Blame Taxes for Baltimore’s Rot

If you’ve seen HBO’s “The Wire,” you know why those of us who live in Baltimore are often asked whether our city really is the hellhole it is portrayed to be on TV.

Our answer is, well, yes. Baltimore deserves the Third-World profile it has developed because it has expanses of crumbling, crime-riddled neighborhoods populated by low-income renters, an absent middle class, and just a few enclaves of high-income gentry near the Inner Harbor or in suburbs.

Baltimore deserves the Third-World profile it has developed…”

This wasn’t what Baltimore looked like in the 1950s. Then it was a prosperous, blue-collar city of about 950,000 with a median family income 6.6% above the national average. Back in the good old days, Baltimore had a smaller percentage of residents living in poverty (22.7%) than the nation as a whole (27.8%), and a greater percentage of families (23.1%) earning a middle-class income of at least $44,600 in today’s dollars than the rest of the country (19.1%).

Today, the city has a population that is almost 50% smaller, and about 40% of families with children live at or near the federal poverty line. Among the country’s 100 most populous cities, Baltimore ranks a shameful 87th on median household income.

How did this happen?

Most people think of cities as dense concentrations of people. They are that, of course. But they are also dense concentrations of capital – homes, offices, factories, theaters and roads. All of these assets are attractive to people because, when they are in close proximity to each other, they offer the chance of a more prosperous life.
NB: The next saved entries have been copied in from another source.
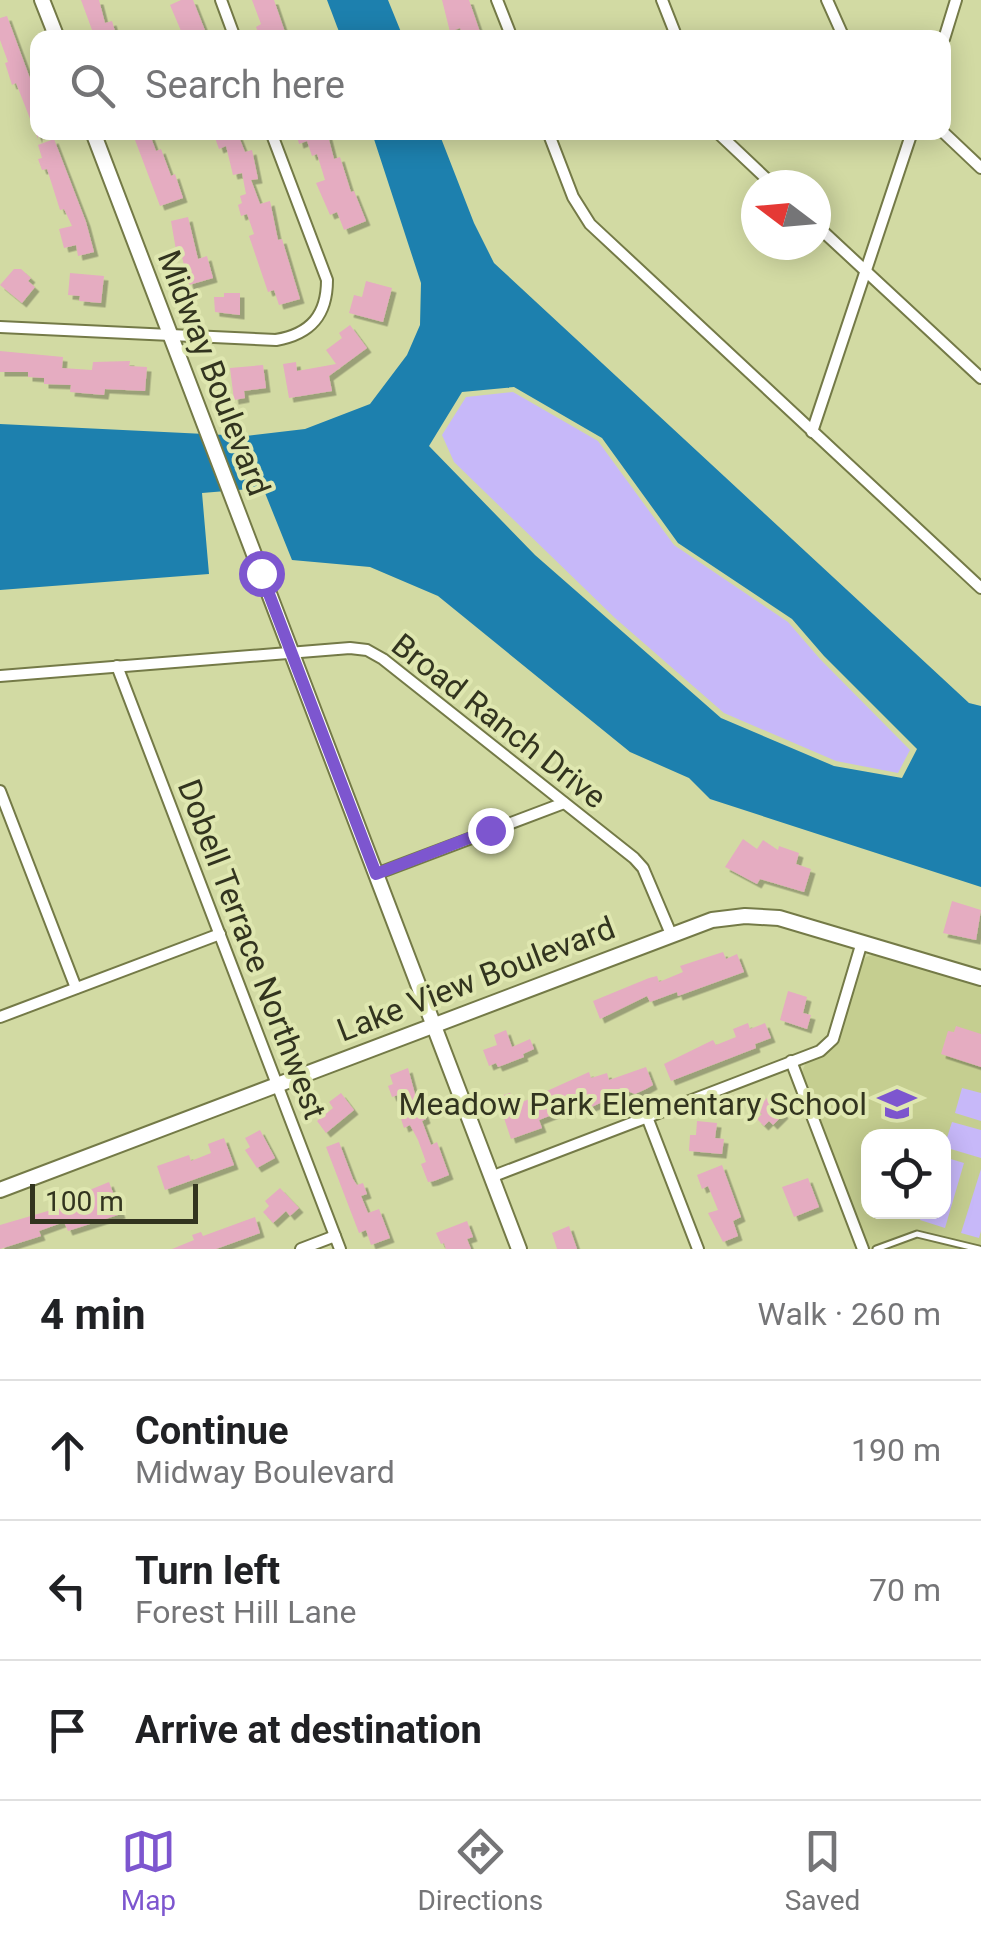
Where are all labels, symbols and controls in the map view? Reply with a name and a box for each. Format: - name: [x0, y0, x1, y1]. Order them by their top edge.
- search box: [30, 30, 951, 140]
- icon: search: [65, 58, 120, 113]
- text: Search here: [145, 63, 345, 107]
- north arrow: [741, 170, 831, 260]
- street label: Midway Boulevard: [150, 245, 278, 501]
- route start: [239, 551, 285, 597]
- street label: Broad Ranch Drive: [384, 626, 614, 816]
- street label: Dobell Terrace Northwest: [170, 774, 334, 1124]
- route end: [468, 808, 514, 854]
- street label: Lake View Boulevard: [332, 909, 620, 1049]
- school or university icon: Meadow Park Elementary School: [876, 1083, 918, 1125]
- place label: Meadow Park Elementary School: [399, 1085, 867, 1123]
- map controls: [861, 1129, 951, 1219]
- button: locate: [861, 1129, 951, 1219]
- scale bar: [30, 1179, 198, 1224]
- text: 100 m: [45, 1185, 124, 1218]
- text: 4 min: [40, 1290, 146, 1339]
- text: Walk · 260 m: [758, 1295, 941, 1333]
- text: Continue: [135, 1409, 289, 1453]
- icon: ahead: [40, 1423, 95, 1478]
- text: 190 m: [851, 1431, 941, 1469]
- text: Midway Boulevard: [135, 1453, 395, 1491]
- text: Turn left: [135, 1549, 280, 1593]
- icon: left: [40, 1563, 95, 1618]
- text: 70 m: [869, 1571, 941, 1609]
- text: Forest Hill Lane: [135, 1593, 356, 1631]
- icon: arrive: [40, 1703, 95, 1758]
- text: Arrive at destination: [135, 1708, 482, 1752]
- tab: Map: [121, 1824, 176, 1917]
- tab: Directions: [417, 1824, 543, 1917]
- tab: Saved: [785, 1824, 860, 1917]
The problem is that once capital is built, it can become a target for tax-and-spend politicians who bank on the fact that physical capital will continue to draw people, even as it is taxed more heavily. This is what has happened in Baltimore. The city has waged a war on capital for more than 50 years, raising property taxes an astonishing 21 times from 1950 to 1985.

But what politicians don’t seem to understand is that the target may be degraded or destroyed in the process. There are now at least 30,000 housing units in Baltimore that are abandoned and waiting to be demolished, while even old, upper-crust neighborhoods now have a seedy look. Property taxes are so high – as well as the strong likelihood they will soar even higher in the future – that even maintenance, no less capital improvements, are a losing proposition. Renovations or upgrades may add less value to a house than it will cost in taxes on that house with a higher assessed value.

Politicians, in short, reason that because physical capital cannot typically be picked up and moved, it is immutable. Wrong. It depreciates. Fail to replenish or improve it, and it decays to uselessness.

Moreover, while physical capital may not be mobile, financial and human capital are. Property tax rates in Baltimore County (outside the city) are less than half of those inside the city (1.1% versus 2.268%). The suburbs are thriving even with the center city decaying.

In the 1990s, private-sector employment shrank 12.7% (a loss of 46,800 jobs) in Baltimore. From 2000 to 2007 it shrank again, this time by 10.4% (33,600 jobs). By contrast, employment in the rest of the metro area grew by 25.1% in the 1990s, and by another 13.9% since 2000.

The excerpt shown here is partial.